The problem.
In the copy, keep every record exact and leave out all images.

Stored items.
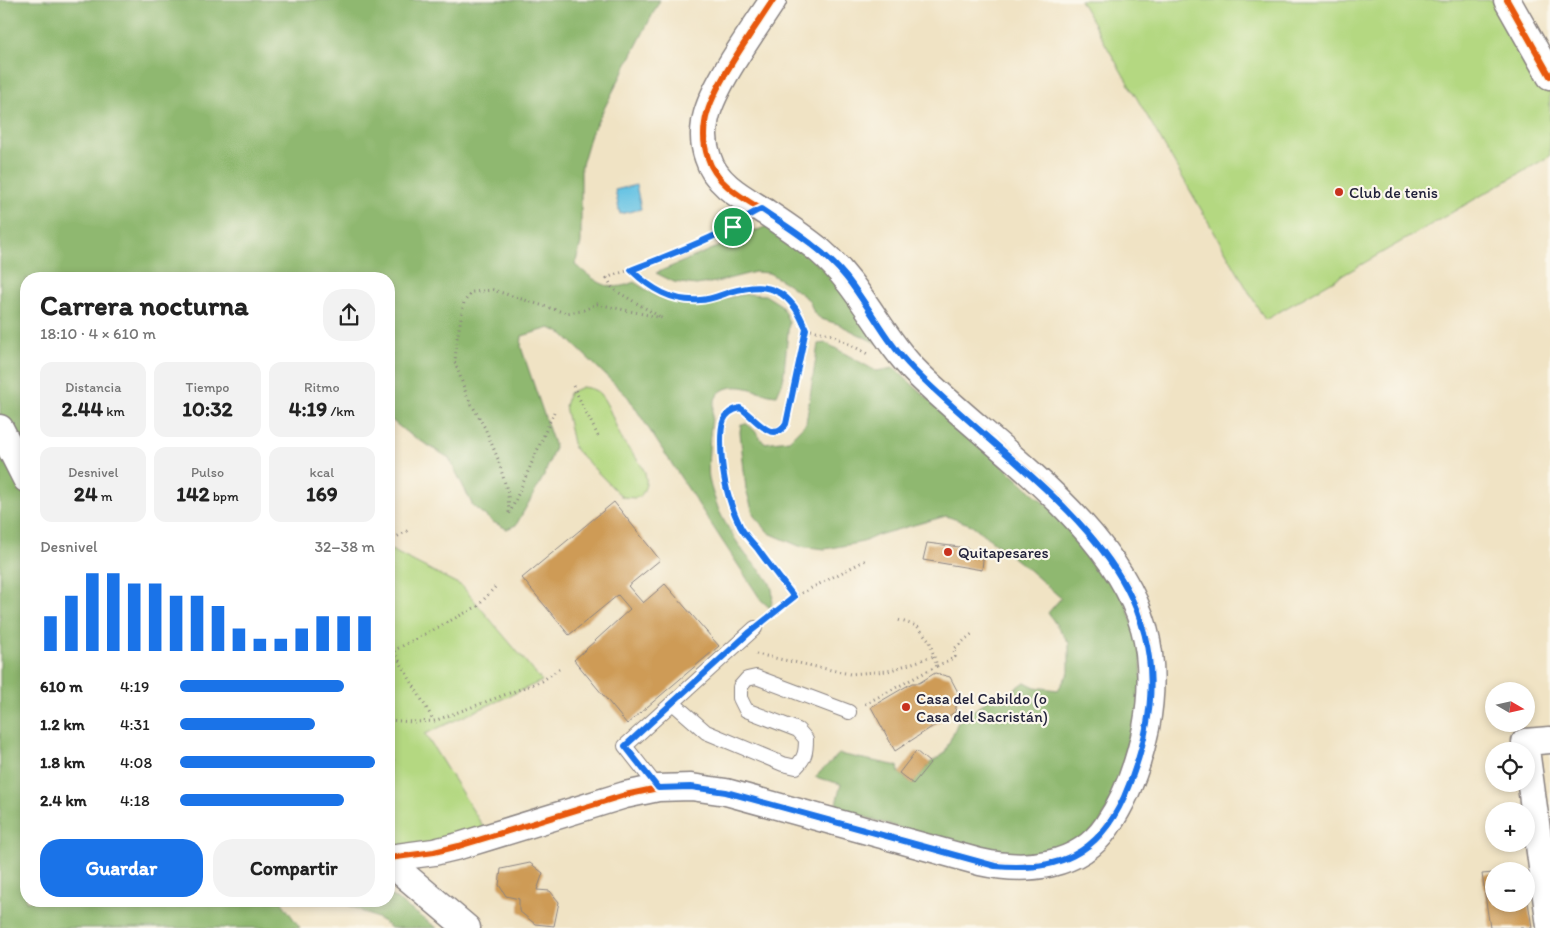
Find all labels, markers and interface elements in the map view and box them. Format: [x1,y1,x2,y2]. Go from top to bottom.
place label: Club de tenis [1349,183,1438,202]
marker: Club de tenis [1333,186,1345,198]
pin [712,206,754,248]
icon: arrive [719,213,747,241]
text: Carrera nocturna [40,288,249,322]
button: share [323,289,375,341]
text: 18:10 · 4 × 610 m [40,324,156,343]
text: Distancia [65,379,121,396]
text: Tiempo [186,379,229,396]
text: Ritmo [304,379,340,396]
text: 2.44 [62,396,103,421]
text: 10:32 [182,396,233,421]
text: 4:19 [289,396,327,421]
text: km [103,403,125,420]
text: /km [327,403,355,420]
text: Desnivel [68,464,118,481]
text: Pulso [191,464,224,481]
text: kcal [309,464,334,481]
text: 24 [74,481,98,506]
text: 142 [176,481,210,506]
text: 169 [306,481,338,506]
text: m [98,488,112,505]
text: bpm [210,488,239,505]
text: Desnivel [40,537,98,556]
text: 32–38 m [314,537,375,556]
place label: Quitapesares [958,543,1049,562]
marker: Quitapesares [942,546,954,558]
text: 610 m [40,677,83,696]
text: 4:19 [120,677,149,696]
north arrow [1485,682,1535,732]
map controls [1485,682,1535,912]
place label: Casa del Cabildo (o Casa del Sacristán) [916,689,1048,726]
marker: Casa del Cabildo (o Casa del Sacristán) [900,701,912,713]
text: 1.2 km [40,715,85,734]
text: 4:31 [120,715,150,734]
button: locate [1485,742,1535,792]
text: 1.8 km [40,753,85,772]
text: 4:08 [120,753,152,772]
text: 2.4 km [40,791,87,810]
text: 4:18 [120,791,150,810]
button: + [1485,802,1535,852]
button: Guardar [40,839,203,897]
button: Compartir [213,839,375,897]
button: − [1485,862,1535,912]

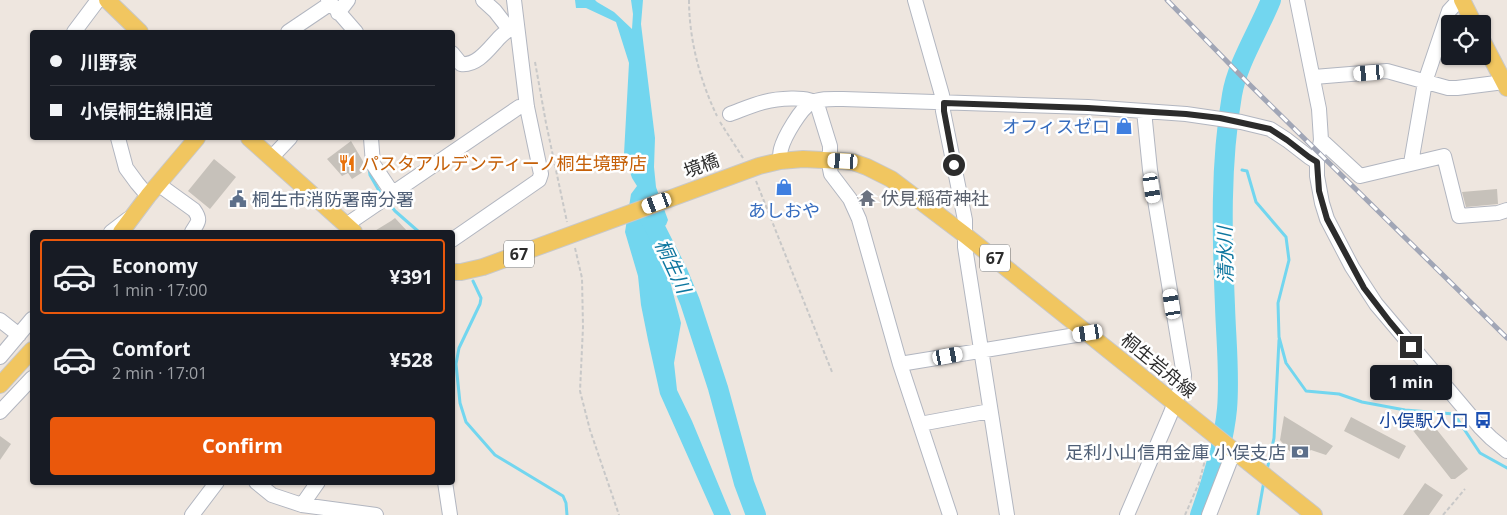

Your solution.
Find all labels, markers and interface elements in the map view and box them. Format: [x1,y1,x2,y2]. Go from top to bottom.
place label: Club de tenis [1349,183,1438,202]
marker: Club de tenis [1333,186,1345,198]
pin [712,206,754,248]
icon: arrive [719,213,747,241]
text: Carrera nocturna [40,288,249,322]
button: share [323,289,375,341]
text: 18:10 · 4 × 610 m [40,324,156,343]
text: Distancia [65,379,121,396]
text: Tiempo [186,379,229,396]
text: Ritmo [304,379,340,396]
text: 2.44 [62,396,103,421]
text: 10:32 [182,396,233,421]
text: 4:19 [289,396,327,421]
text: km [103,403,125,420]
text: /km [327,403,355,420]
text: Desnivel [68,464,118,481]
text: Pulso [191,464,224,481]
text: kcal [309,464,334,481]
text: 24 [74,481,98,506]
text: 142 [176,481,210,506]
text: 169 [306,481,338,506]
text: m [98,488,112,505]
text: bpm [210,488,239,505]
text: Desnivel [40,537,98,556]
text: 32–38 m [314,537,375,556]
place label: Quitapesares [958,543,1049,562]
marker: Quitapesares [942,546,954,558]
text: 610 m [40,677,83,696]
text: 4:19 [120,677,149,696]
north arrow [1485,682,1535,732]
map controls [1485,682,1535,912]
place label: Casa del Cabildo (o Casa del Sacristán) [916,689,1048,726]
marker: Casa del Cabildo (o Casa del Sacristán) [900,701,912,713]
text: 1.2 km [40,715,85,734]
text: 4:31 [120,715,150,734]
button: locate [1485,742,1535,792]
text: 1.8 km [40,753,85,772]
text: 4:08 [120,753,152,772]
text: 2.4 km [40,791,87,810]
text: 4:18 [120,791,150,810]
button: + [1485,802,1535,852]
button: Guardar [40,839,203,897]
button: Compartir [213,839,375,897]
button: − [1485,862,1535,912]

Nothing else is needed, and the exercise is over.